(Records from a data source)
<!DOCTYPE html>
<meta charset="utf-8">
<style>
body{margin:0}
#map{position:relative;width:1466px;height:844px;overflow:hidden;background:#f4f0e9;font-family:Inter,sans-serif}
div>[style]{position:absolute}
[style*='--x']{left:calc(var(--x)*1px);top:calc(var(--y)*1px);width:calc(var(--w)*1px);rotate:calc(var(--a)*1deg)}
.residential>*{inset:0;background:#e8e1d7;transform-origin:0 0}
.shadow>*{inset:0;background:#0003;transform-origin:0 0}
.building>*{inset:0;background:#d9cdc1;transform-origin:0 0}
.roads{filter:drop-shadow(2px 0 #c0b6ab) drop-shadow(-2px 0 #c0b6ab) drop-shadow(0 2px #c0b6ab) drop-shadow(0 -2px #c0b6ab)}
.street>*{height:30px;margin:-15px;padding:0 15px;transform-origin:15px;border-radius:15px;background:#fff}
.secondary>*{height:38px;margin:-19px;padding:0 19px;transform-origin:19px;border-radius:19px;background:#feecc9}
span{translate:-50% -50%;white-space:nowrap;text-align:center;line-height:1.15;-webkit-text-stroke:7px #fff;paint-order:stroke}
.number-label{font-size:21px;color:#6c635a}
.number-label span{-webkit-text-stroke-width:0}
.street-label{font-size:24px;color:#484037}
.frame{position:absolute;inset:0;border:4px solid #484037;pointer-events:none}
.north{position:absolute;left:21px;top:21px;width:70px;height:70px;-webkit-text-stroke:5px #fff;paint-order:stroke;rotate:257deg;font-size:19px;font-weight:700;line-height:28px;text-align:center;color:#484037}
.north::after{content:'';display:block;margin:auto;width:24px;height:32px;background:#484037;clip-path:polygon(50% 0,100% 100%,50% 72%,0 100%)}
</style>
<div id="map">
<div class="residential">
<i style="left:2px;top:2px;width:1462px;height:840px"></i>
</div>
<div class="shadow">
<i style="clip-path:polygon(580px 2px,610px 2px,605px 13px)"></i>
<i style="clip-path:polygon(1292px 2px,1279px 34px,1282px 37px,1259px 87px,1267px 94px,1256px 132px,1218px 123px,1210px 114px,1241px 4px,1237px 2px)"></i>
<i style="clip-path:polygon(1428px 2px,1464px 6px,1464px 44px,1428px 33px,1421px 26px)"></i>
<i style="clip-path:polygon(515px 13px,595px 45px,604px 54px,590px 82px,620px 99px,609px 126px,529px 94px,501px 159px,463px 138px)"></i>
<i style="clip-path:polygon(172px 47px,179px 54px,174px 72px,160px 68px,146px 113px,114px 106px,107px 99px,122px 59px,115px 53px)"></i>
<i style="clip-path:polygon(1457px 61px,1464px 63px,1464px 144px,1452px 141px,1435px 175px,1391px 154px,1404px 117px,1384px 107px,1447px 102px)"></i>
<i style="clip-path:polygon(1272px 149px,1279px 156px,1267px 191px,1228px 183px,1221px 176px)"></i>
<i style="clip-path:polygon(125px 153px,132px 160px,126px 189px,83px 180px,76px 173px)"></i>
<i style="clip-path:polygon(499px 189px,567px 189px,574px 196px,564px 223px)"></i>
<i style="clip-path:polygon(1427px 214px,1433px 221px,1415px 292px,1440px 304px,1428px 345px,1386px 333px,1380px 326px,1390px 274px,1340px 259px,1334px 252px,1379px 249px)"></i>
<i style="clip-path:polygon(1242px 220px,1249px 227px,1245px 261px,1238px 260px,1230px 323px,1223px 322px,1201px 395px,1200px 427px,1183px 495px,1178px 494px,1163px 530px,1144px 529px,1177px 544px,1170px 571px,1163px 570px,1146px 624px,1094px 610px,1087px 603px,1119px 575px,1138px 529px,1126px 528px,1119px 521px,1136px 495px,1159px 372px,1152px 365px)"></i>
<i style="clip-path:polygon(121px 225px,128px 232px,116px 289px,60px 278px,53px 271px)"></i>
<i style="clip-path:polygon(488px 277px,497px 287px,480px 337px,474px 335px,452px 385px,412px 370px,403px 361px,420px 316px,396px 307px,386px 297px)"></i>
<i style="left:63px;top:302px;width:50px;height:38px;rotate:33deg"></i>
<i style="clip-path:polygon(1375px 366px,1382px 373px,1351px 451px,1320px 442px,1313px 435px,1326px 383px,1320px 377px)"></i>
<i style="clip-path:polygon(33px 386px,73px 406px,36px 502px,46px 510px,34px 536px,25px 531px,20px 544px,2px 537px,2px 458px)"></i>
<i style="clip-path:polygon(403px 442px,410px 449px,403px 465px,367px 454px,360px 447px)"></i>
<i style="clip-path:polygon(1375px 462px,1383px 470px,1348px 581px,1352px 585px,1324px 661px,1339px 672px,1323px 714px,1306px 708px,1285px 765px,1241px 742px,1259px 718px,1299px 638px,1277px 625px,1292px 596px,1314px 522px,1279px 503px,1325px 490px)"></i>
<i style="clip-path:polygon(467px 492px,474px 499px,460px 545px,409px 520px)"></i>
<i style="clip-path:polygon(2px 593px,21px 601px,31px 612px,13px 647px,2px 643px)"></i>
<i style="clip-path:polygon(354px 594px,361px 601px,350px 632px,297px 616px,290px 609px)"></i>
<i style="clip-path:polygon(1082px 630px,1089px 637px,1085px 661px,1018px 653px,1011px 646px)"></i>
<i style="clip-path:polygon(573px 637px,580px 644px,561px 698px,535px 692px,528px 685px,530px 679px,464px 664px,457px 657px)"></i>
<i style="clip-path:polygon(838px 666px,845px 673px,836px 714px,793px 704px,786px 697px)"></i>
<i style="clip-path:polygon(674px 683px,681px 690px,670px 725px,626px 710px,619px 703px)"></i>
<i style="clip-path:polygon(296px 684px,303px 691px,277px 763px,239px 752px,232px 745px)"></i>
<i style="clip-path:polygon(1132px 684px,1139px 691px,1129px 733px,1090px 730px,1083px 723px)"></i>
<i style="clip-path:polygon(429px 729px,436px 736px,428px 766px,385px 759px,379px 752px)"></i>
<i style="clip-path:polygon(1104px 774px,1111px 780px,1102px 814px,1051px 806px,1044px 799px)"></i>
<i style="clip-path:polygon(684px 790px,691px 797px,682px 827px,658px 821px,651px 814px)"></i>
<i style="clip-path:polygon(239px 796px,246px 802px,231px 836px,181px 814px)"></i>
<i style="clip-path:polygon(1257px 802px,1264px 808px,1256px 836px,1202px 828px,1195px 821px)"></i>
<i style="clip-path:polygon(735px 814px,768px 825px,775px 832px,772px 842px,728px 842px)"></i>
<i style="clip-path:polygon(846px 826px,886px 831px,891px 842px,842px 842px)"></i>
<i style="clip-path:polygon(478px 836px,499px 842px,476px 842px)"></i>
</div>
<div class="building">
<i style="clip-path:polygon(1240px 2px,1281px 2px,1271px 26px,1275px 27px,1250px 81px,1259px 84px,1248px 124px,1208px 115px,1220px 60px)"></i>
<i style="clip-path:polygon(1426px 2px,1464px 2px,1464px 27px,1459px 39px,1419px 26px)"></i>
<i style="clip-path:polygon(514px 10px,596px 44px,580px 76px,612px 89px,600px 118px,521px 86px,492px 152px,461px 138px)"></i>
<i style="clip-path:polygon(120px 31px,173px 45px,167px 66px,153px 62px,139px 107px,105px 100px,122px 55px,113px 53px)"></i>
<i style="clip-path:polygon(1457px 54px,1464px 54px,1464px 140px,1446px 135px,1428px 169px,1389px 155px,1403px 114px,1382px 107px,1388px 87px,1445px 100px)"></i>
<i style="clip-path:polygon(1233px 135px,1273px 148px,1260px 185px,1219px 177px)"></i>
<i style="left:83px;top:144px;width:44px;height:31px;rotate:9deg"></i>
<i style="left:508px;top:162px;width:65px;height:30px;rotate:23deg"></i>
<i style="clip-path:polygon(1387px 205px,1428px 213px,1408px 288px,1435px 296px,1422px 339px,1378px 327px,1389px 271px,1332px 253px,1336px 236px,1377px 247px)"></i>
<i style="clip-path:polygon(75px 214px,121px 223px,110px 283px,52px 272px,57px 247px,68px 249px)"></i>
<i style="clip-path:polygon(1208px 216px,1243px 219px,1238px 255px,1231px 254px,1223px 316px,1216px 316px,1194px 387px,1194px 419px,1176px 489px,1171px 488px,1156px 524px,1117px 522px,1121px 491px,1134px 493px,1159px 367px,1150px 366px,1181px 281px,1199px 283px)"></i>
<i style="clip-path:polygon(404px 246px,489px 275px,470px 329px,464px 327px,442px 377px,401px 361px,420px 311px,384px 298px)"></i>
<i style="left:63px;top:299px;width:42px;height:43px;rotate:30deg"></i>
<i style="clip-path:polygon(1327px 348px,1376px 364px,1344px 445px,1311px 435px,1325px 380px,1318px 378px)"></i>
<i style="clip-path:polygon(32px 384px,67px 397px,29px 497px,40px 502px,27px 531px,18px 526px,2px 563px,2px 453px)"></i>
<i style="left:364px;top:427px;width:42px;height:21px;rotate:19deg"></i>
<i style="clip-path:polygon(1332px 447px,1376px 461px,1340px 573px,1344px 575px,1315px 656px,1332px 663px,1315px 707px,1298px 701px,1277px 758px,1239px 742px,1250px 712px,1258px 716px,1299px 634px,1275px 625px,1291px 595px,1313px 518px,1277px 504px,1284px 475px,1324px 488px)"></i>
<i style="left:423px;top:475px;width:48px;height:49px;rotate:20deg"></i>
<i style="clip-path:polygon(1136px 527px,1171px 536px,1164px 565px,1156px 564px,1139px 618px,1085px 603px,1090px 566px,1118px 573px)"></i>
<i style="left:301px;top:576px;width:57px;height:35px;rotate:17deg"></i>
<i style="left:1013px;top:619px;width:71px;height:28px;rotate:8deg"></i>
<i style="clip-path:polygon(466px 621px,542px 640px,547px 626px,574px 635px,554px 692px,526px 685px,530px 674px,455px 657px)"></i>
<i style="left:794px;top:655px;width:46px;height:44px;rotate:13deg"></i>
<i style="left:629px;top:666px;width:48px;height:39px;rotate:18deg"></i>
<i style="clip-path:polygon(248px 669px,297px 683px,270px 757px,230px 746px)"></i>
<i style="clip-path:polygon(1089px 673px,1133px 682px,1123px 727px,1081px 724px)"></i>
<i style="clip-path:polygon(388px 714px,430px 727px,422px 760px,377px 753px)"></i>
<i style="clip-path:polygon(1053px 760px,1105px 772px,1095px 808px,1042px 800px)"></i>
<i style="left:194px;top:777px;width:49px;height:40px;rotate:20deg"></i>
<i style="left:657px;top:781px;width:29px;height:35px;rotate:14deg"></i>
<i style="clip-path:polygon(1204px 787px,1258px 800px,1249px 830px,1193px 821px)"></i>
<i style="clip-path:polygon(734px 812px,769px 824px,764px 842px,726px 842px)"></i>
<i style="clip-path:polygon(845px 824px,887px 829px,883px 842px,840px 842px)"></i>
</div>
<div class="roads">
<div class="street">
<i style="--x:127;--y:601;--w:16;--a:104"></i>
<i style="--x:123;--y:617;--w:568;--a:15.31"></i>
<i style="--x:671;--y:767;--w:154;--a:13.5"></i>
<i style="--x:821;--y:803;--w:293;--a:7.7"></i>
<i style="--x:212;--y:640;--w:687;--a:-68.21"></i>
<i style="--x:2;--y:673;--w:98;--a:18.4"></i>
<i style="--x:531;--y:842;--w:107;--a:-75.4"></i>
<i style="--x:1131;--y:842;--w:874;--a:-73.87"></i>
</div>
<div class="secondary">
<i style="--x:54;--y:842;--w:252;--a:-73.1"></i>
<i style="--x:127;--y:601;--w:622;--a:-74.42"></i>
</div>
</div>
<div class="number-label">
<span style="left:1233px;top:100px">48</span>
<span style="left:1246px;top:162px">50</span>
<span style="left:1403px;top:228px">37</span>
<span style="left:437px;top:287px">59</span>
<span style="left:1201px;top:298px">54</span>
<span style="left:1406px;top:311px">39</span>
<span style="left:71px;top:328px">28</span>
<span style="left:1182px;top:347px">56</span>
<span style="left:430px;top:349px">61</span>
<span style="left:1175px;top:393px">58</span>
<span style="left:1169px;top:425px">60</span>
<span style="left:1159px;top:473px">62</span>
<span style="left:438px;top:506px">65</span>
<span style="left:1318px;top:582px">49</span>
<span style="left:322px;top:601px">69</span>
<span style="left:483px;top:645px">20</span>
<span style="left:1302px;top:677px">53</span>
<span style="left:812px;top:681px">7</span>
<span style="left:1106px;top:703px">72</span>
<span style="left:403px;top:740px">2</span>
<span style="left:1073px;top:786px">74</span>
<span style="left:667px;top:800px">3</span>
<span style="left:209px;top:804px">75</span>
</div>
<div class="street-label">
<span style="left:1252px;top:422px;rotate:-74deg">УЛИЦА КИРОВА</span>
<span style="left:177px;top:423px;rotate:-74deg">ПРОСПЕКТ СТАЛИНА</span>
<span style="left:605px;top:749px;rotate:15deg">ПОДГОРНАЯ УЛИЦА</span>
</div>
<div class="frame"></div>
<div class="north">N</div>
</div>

---

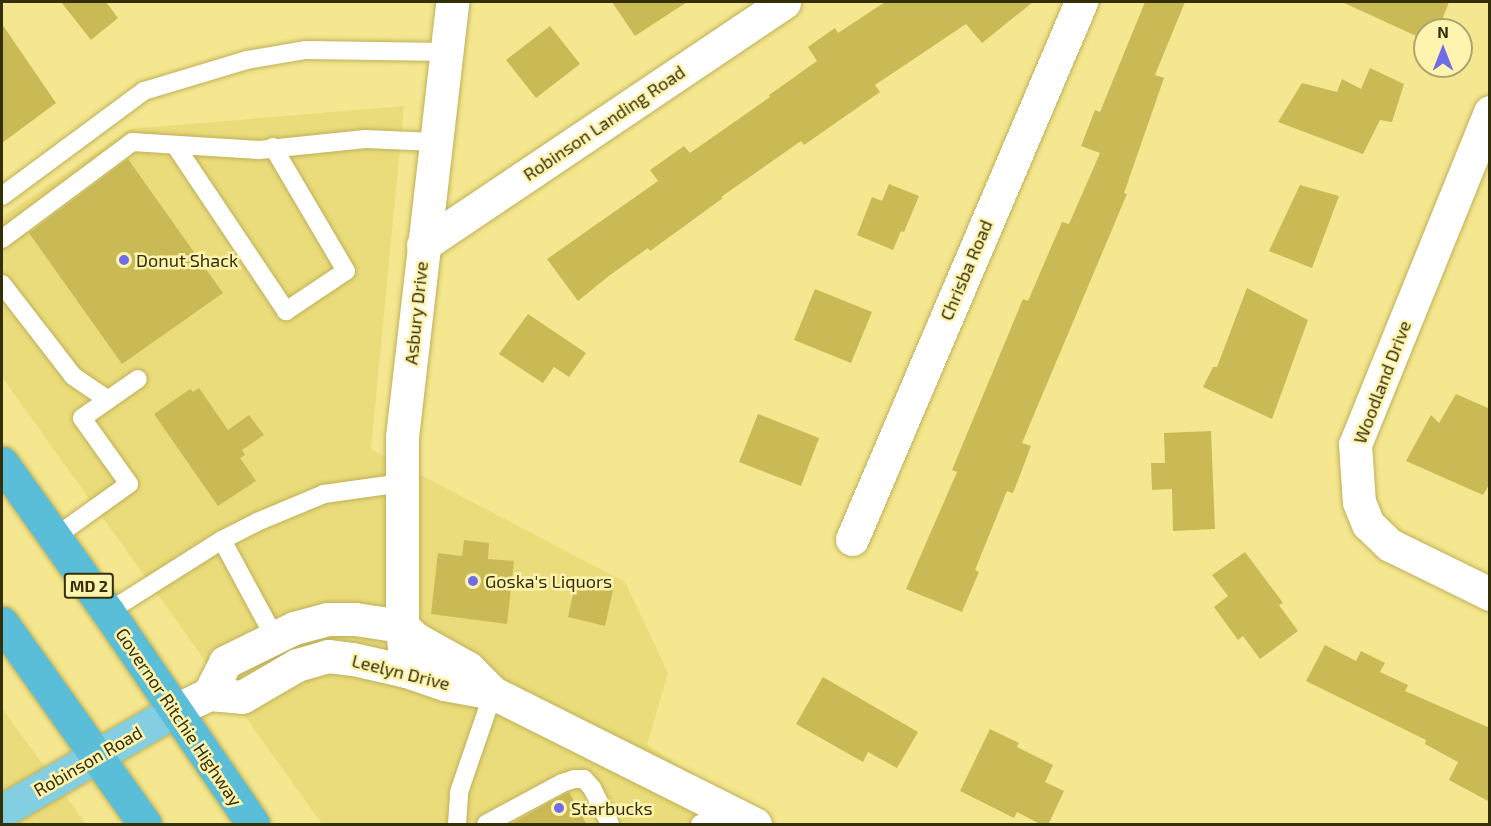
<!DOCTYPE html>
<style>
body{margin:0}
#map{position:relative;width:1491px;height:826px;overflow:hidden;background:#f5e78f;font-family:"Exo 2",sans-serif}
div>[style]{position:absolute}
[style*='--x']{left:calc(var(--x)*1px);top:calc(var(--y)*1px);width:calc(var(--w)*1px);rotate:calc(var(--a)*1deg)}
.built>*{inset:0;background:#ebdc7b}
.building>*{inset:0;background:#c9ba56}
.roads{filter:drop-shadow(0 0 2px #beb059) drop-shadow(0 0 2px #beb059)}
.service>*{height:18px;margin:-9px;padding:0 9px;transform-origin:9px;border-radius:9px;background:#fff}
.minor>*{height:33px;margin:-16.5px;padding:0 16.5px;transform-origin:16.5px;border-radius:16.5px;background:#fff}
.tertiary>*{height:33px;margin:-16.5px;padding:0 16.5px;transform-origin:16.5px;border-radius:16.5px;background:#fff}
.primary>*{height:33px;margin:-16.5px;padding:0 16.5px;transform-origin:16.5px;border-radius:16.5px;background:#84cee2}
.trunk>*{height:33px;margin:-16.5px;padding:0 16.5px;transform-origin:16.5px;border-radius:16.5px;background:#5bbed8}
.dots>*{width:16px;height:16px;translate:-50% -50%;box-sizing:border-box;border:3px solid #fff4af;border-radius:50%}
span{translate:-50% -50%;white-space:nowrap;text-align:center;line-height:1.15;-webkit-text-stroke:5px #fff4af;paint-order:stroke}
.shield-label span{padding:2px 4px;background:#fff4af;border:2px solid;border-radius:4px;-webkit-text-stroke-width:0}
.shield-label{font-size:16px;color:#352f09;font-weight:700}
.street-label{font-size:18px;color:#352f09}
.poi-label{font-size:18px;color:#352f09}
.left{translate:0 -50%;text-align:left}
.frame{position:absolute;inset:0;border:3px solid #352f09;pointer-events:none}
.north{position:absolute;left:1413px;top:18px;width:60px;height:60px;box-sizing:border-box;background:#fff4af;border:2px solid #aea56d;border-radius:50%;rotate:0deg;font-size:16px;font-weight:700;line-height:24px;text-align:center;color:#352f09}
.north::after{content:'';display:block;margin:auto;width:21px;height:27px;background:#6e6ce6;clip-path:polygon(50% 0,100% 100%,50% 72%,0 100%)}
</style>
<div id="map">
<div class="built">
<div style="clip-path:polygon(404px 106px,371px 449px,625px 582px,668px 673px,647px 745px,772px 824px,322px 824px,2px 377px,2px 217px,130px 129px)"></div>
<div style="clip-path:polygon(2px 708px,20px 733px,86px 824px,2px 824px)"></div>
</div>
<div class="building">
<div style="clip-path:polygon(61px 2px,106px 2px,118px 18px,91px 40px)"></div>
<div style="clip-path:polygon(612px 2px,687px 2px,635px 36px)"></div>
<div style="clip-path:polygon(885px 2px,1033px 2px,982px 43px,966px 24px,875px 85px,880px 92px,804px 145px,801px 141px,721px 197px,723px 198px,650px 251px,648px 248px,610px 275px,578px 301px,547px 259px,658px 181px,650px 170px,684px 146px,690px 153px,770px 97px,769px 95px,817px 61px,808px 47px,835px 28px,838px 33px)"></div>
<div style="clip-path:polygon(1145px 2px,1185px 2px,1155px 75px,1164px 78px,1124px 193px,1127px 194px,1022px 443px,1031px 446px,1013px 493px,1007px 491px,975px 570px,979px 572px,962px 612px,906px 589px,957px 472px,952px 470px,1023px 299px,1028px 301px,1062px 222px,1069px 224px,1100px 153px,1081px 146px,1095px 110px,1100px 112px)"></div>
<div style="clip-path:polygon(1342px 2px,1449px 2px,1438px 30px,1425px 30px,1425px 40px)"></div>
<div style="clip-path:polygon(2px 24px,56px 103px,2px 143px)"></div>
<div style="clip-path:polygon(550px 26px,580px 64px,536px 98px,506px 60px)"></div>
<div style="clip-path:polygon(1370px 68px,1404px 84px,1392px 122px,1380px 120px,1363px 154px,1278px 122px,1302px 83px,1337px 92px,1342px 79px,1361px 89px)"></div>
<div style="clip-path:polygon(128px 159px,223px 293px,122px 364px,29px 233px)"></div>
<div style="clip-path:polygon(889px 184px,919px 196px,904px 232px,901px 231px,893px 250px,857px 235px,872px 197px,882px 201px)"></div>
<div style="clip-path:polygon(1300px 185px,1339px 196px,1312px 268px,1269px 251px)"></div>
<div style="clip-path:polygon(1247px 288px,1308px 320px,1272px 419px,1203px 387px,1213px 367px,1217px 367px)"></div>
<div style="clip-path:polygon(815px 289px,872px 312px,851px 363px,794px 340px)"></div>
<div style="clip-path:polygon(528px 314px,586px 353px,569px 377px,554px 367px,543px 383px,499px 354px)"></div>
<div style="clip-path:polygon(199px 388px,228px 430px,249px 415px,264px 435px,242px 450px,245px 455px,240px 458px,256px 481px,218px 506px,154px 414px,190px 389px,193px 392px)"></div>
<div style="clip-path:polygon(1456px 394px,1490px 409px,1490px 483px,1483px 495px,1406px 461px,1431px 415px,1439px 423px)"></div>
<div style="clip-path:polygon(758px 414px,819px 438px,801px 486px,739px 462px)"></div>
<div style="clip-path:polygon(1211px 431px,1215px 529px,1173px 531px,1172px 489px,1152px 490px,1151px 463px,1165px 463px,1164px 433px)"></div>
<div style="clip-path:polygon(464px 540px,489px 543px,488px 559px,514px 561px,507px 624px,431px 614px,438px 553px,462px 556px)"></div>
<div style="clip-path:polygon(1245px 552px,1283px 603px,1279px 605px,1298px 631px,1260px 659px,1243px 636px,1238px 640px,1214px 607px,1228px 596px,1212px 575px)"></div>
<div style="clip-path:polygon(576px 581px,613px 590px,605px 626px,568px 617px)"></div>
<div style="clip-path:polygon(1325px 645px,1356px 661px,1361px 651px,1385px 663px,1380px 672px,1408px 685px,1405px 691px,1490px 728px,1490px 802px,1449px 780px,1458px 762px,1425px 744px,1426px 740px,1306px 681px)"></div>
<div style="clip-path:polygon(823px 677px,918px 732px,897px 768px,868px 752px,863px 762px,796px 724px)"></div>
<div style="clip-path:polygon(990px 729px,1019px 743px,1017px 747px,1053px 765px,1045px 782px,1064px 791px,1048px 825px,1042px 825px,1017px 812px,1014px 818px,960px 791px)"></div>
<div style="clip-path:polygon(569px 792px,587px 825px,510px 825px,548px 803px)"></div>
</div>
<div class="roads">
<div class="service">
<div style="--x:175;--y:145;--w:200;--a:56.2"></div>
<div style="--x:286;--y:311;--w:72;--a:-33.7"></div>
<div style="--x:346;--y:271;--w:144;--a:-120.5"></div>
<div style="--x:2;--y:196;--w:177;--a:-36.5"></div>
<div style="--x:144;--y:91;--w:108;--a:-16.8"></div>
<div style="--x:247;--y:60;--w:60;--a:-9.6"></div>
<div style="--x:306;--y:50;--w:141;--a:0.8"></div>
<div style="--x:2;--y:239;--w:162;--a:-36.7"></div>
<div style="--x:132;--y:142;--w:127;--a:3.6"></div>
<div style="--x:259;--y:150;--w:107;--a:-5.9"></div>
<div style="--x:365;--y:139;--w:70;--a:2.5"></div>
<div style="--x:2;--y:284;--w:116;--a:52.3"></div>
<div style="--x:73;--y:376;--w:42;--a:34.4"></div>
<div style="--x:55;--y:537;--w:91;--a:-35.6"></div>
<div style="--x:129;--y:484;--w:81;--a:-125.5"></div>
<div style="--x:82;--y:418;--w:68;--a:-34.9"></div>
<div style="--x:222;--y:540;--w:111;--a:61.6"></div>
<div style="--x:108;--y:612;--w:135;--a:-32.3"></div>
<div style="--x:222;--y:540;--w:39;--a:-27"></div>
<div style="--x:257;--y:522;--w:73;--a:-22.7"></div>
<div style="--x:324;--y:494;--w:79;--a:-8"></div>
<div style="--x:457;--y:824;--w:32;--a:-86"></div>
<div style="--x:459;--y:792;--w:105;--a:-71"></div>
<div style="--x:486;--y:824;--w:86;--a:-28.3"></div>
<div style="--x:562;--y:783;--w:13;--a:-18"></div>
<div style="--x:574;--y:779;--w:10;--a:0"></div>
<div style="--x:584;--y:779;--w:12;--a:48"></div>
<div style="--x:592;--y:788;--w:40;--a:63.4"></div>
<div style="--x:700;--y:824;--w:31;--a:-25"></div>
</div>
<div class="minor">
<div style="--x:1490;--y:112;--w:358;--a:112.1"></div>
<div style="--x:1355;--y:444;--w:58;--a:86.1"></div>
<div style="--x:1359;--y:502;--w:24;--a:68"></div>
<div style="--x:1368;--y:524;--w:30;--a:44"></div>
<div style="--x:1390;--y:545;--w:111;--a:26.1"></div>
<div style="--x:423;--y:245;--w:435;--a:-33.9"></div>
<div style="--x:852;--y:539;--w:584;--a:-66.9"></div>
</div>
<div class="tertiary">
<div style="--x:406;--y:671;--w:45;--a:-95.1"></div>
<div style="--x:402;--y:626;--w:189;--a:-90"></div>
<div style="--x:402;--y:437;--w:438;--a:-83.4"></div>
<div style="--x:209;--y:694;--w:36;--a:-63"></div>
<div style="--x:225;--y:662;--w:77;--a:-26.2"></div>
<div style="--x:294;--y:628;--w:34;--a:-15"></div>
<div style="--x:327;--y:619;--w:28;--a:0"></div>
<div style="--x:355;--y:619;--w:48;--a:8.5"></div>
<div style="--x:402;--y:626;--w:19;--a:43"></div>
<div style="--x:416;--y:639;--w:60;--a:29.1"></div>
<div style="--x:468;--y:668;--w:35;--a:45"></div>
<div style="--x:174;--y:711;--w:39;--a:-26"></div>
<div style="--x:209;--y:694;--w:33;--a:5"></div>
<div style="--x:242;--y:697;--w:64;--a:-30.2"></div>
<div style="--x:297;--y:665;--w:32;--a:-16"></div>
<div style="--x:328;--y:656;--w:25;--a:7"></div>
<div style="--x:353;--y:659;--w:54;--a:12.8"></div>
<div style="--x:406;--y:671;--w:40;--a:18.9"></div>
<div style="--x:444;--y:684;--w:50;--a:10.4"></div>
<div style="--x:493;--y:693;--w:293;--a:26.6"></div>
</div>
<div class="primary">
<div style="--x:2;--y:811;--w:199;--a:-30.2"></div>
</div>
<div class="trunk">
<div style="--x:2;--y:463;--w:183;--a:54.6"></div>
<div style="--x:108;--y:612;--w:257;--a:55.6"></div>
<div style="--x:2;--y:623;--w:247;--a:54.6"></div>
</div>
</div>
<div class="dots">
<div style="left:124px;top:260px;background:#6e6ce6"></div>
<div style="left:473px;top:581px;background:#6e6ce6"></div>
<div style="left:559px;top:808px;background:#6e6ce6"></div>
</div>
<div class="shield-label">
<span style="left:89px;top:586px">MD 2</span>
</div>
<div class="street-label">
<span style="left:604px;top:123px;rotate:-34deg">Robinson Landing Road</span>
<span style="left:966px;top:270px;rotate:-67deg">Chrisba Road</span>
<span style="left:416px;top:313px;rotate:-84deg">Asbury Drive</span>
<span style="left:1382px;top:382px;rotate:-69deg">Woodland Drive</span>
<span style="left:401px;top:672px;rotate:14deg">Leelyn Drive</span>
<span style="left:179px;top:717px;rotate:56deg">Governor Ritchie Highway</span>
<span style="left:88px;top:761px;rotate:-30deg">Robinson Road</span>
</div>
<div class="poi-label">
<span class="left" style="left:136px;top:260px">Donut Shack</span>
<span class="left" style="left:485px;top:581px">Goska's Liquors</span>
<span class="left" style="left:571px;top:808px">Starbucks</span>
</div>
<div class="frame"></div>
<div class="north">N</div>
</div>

WHAT YOU ARE ASKED TO DO = Report only the number of lines above that contain "family".

SOLUTION FOR THIS TASK = 2